Cosette Castro
Brasília – Nesta semana em que um novo Papa foi eleito, o Coletivo Filhas da Mãe reconhece a importância dessa voz que dialoga mundialmente. E espera que o legado de cuidado coletivo, respeito à diversidade e cuidado com a natureza tenha continuidade com Leão XIV. Como movimento social acolhemos pessoas de todas as religiões e também quem não tem religião,
Enquanto isso, neste domingo o Brasil se prepara para comemorar mais um dia das mães.
Nem sempre é fácil pensar em comemoração quando se tem uma mãe com demência. Ainda mais quando ela não lembra mais da gente.

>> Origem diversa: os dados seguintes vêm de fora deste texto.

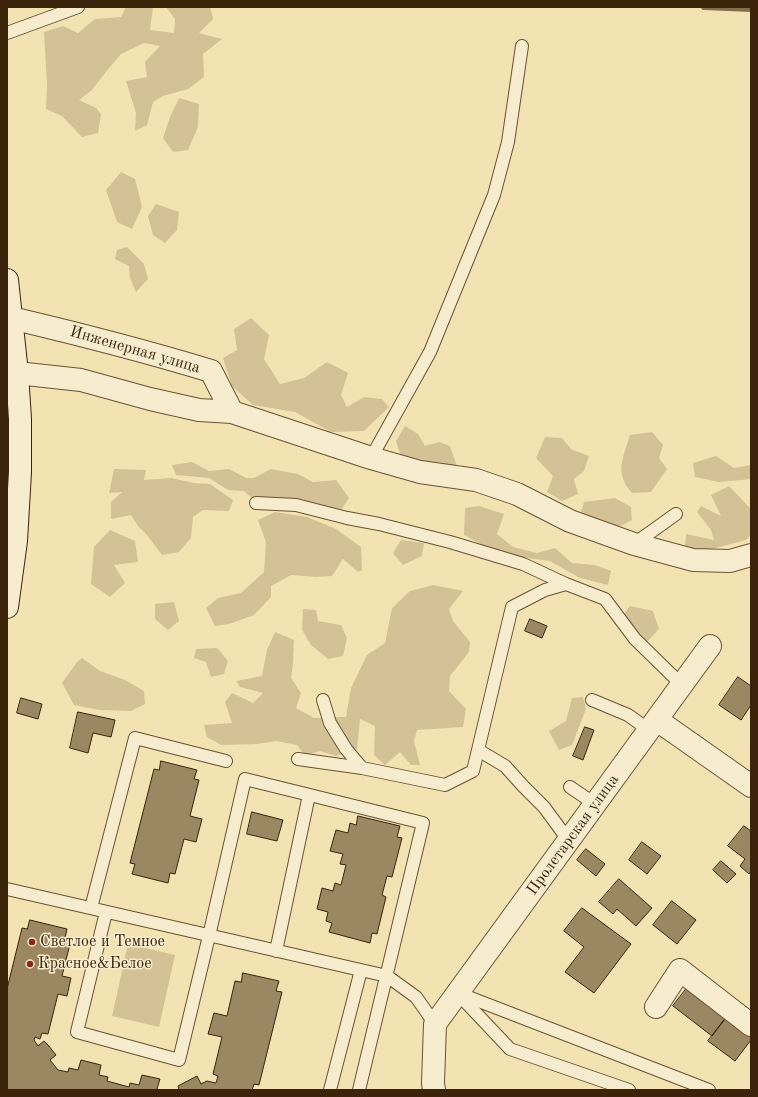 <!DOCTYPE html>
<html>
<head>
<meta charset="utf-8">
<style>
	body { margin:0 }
	#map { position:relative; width:758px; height:1097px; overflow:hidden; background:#f3e3b3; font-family:"Old Standard TT",serif }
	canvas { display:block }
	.frame { position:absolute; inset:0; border:8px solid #3b230a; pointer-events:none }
</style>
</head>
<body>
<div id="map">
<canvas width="758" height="1097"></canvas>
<div class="frame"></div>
</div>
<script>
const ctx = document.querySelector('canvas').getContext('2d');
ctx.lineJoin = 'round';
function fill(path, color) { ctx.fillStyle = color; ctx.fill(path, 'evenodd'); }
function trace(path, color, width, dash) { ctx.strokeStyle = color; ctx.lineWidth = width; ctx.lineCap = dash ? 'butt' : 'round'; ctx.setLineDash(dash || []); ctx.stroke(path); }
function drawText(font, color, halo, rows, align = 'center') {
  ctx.font = font + ' "Old Standard TT",serif'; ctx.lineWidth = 3; ctx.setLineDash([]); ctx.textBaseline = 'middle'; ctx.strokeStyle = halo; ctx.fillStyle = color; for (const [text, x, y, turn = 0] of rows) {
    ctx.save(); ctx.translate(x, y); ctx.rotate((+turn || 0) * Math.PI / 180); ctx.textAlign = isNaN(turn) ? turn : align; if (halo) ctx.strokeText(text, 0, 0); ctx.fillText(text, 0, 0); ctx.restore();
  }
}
fill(new Path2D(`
	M126,7H153L150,30L174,33L175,19L166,7H210L213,19L199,33L222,39L203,54L204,77L188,89L163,96L153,102L147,125L135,131L136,113L126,81L147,77L145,62L160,46L144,43L121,54L105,73L92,90L79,100L96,108L101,114L98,133L82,137L62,116L46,109L47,84L44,32L63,26L78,33L95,19L121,17Z
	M179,98L199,104L198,127L188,150L173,152L163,138L170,117Z
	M121,172L135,179L142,207L132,229L117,222L106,190Z
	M156,204L179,212L177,230L165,243L153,235L148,216Z
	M127,247L144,264L148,279L136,292L130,278L129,266L115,259L117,250Z
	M251,318L269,335L264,359L280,384L304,378L327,362L348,373L341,395L347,407L364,397L382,399L389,407L364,431L331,432L295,412L253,405L232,386L223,358L237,350L234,329Z
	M405,426L418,434L425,446L439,442L450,446L457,466L443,473L402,460L396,441Z
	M652,432L663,445L659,458L667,469L651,492L632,493C614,473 623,458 630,435Z
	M545,437L562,438L571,449L589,456L584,471L574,479L578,494L562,501L547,492L553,476L536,458Z
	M716,456L734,468L751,465V479L719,482L695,477L693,463Z
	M192,462L209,471L229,469L246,478H254L271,469L298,474L313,482L336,480L349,498L340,512L256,502L244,491L228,490L209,478L176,475L172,465Z
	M114,469L146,470L144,480L171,478L194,483L210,484L233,500L229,511L203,510L193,517L191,538L179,552L162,555L146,534L138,526L131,515L111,519V502L122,492L109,493Z
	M729,486L751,509V535L746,540L697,553L685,547L686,534L714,540L711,530L697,512L701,506L721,516L711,495Z
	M615,498L631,507L632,520L613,530L580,516L584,502Z
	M479,506L504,514L497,534L513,547L537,553L555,548L572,563L595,565L611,571L608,585L580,578L550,561L527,558L494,551L464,535L465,508Z
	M275,512L307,517L336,529L361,547L362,570L358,572L343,559L332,576L316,577L291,575L271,586V597L254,615L229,624L215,626L206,608L218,598L241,593L264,572L266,542L258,520Z
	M110,530L135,541L138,562L114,565L125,583L110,597L91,584L94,547Z
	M401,540L424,543L422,556L403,565L393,553Z
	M433,585L463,591L449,609L453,621L470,642L469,652L450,676L449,691L466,709L463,727L417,730L414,741L420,765H411L400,752L385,765L374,755L375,726L360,719L357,749L336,756L320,751L305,756L297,745L276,741L257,744L221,745L207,737L204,725L232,723L225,702L232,693L253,703L263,693L240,687L236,681L262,676L267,650L275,632L294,640L293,664L291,678L301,693L296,708L314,718L346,717L351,688L367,655L385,643L392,608L410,591Z
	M174,602L179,621L168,630L155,619V604Z
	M630,606L653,611L659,629L647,642L631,636L623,615Z
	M303,609L316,610L318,621L341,625L347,638L343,656L328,659L311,645L302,630Z
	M217,648L228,661L224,674L211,677L206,662L194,658L196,649Z
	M82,658L100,671L125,680L144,691L145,704L131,711L99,710L74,705L62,683L77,662Z
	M583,697L586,709L572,745L559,750L549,731L566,721L572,698Z
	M128,944L175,955L159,1027L112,1016Z`), '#d4c296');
trace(new Path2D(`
	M704,7L751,9`), '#846f4d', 6);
const building = new Path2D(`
	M530,619L547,626L542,638L525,631Z
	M738,677L751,686V705L741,720L719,705Z
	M21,698L42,704L38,719L17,713Z
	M78,712L115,720L111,737L93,733L88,753L70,748Z
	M585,727L594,730L583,760L573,756Z
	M161,761L197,770L194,779L199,780L190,816L202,819L196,842L184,839L175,874L170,873L168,883L132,874L135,864L130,863L154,769L159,770Z
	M252,812L283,820L277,841L247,834Z
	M358,816L400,826L397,837L402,838L392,877L387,876L382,895L386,897L377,934L372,933L370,943L329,932L332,923L326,921L328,912L317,909L322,888L333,891L335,883L341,885L346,865L340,864L343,854L330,851L336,830L348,833L350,823L356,825Z
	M744,826L751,831V871L749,874L740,866L745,859L728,846Z
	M642,842L661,856L647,874L629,860Z
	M586,849L605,864L596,876L577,860Z
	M721,861L736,874L727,883L713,870Z
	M619,879L652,908L636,926L617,909L613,914L599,902Z
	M672,901L696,920L677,944L653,925Z
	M582,908L631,944L594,993L565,972L584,947L564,931Z
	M30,920L67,929L65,938L71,940L62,976L71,978L67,996L58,994L48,1034L42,1033L40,1039L35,1037L34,1040L38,1046L44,1041L48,1045L56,1055L50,1060L58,1070L68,1072L69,1068L78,1070L81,1060L101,1065L99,1075L108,1077L107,1081L129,1087L130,1083L139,1085L142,1075L160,1079L157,1089L160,1090H7V989L22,928L27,929Z
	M243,973L279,981L276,991L282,992L259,1085L254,1084L252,1090H179L178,1086L197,1076L201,1084L207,1081L216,1083L218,1076L213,1074L222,1037L208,1034L214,1013L227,1016L235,981L241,982Z
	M690,984L729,1014L712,1036L673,1006Z
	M729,1014L751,1031V1040L735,1061L708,1041Z`);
fill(building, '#9b8762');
trace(building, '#3b230a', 1);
const lane = new Path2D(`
	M7,33L78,7
	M371,458L430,352L494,195L508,142L522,46
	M256,503L296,505L347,518L379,524L450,542L523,564L566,584L605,599L635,639L682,685
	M634,544L676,514
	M323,700L330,723L346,749L362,768
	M592,700L628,715L649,730
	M478,750L505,766L523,786L544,807L569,841
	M298,759L362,768L445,785L473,771L512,607L545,590L566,584
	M570,787L595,804
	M7,889L387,976L416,997L435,1024
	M91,908L135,738L226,761
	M106,912L77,1032L179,1060L209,936L245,779L423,823L359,1090
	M276,951L309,795
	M458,993L709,1090
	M460,996L510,1049L629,1090
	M330,1090L361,970`);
const street = new Path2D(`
	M11,318C79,334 145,351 211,371L232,412
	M17,373L81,380L150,399L199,410L232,412L371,458L420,472L476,480L517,494L570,521L634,544L693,560L730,561L751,555
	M657,720L751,786
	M656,1007L680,970L751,1025
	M434,1090L433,1083L435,1024L710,646`);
const secondary = new Path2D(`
	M7,280L17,373L20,419V472L16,541L7,607`);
trace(lane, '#695334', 14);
trace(street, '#695334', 24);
trace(secondary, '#3b230a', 24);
trace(lane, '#f7edce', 12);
trace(street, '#f7edce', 22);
trace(secondary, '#f7edce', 22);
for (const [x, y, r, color] of [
	[32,942,4,"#8f2418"],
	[30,964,4,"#8f2418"]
]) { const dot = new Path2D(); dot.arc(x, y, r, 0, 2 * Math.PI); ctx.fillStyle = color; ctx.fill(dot); trace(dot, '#f7edce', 1.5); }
drawText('16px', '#3b230a', '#f7edce', [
	["Инженерная улица",135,350,16],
	["Пролетарская улица",573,835,-54]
]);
drawText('16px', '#3b230a', '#f7edce', [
	["Светлое и Темное",40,942],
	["Красное&Белое",38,964]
], 'left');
</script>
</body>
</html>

Na última fase da demência, por exemplo, muitas de nós cuidamos de uma mãe praticamente sem memória. Ainda assim, nos agarramos aos resquícios. Aos segundos de lucidez que se esvaem cada vez mais rapidamente.
São esses segundos que garantem que, em algum lugar, ainda existimos para elas. Sim, queremos continuar existindo para nossas mães assim como elas seguem existindo dentro de nós.
Existir para elas, ser reconhecida pela mãe, é uma forma de existir para o mundo. E também uma forma de nos sentirmos amadas.
É um desafio diário ver a pessoa que nos deu a vida definhar e viver em um mundo que vai desmoronando. É difícil compreender que todas as referências e lembranças compartilhadas vão deixando de existir para ela.
Nâo é fácil o período logo depois que a mãe, que quase nem lembrava de nós, morre. Em geral fica um grande vazio e algumas possíveis revelações sobre nós mesmas.
Há o luto misturado com culpa de “não ter feito mais”. Como se fosse possível exigir ainda mais de nós mesmas.
Há uma raiva escondida que revela frustração e impotência. Tais sentimentos, nem sempre conscientes, merecem ser compreendidos em sessões de terapia.
Há um pensamento mágico aliado ao desejo de que o amor filial pudesse ser suficiente para salvar nossa mãe. Não é. Isso expõe nossa fragilidade e nos coloca frente a frente com a própria finitude.
Há a tristeza da orfandade, independentemente da idade biológica de cada uma de nós. Frente à morte, não chora apenas a mulher jovem, adulta ou idosa. Chora também a criança que vive em nós.
Por outro lado, existe um sentimento de alívio, nem sempre reconhecido, pelo descanso da mãe doente. E pelo nosso próprio descanso depois de tanto tempo de cuidado invisível.
No meu caso, minha mãe já não está mais presente. Não há um corpo de referência. Somente algumas fotos e vídeos. Nem sempre de boas lembranças. Mas são as lembranças possíveis.
Domingo também é dia de comemorar nossa ancestralidade e agradecer a todas as mulheres que vieram antes. Foram elas que tornaram nossa vida possível.
Sobre Maternagem
A pessoa que materna não precisa ser uma mãe biológica, mas é aquela que cuida e acolhe, mesmo de longe. É aquela que dá segurança para crescer, que aceita quem somos e que ajuda a seguir em frente em distintas etapas da vida.
Como lembra a psicanalista Vera Iaconelli (2024) no texto “ Dia das Guardiãs do Cuidado“, existe uma distorção na expressão “mãe só tem uma”. Podemos ter várias mães do decorrer da vida.
A maternagem pode ser uma escolha afetiva. Que o digam as famílias afetivas, as redes de amigas e vizinhas de diferentes idades que se apoiam e proliferam pelo país.
Nós também podemos ser “guardiãs do cuidado”. Seja das filhas e filhos biológicos ou adotados, de enteadas e enteados, de pets, de plantas. E da natureza que depende de nós. Toda vez que maternamos, somos mães.
Neste domingo é também dia de lembrar que somos Filhas da Mãe sim, com muito orgulho!
PS: Este texto foi publicado em 2024 e foi atualizado para esta edição.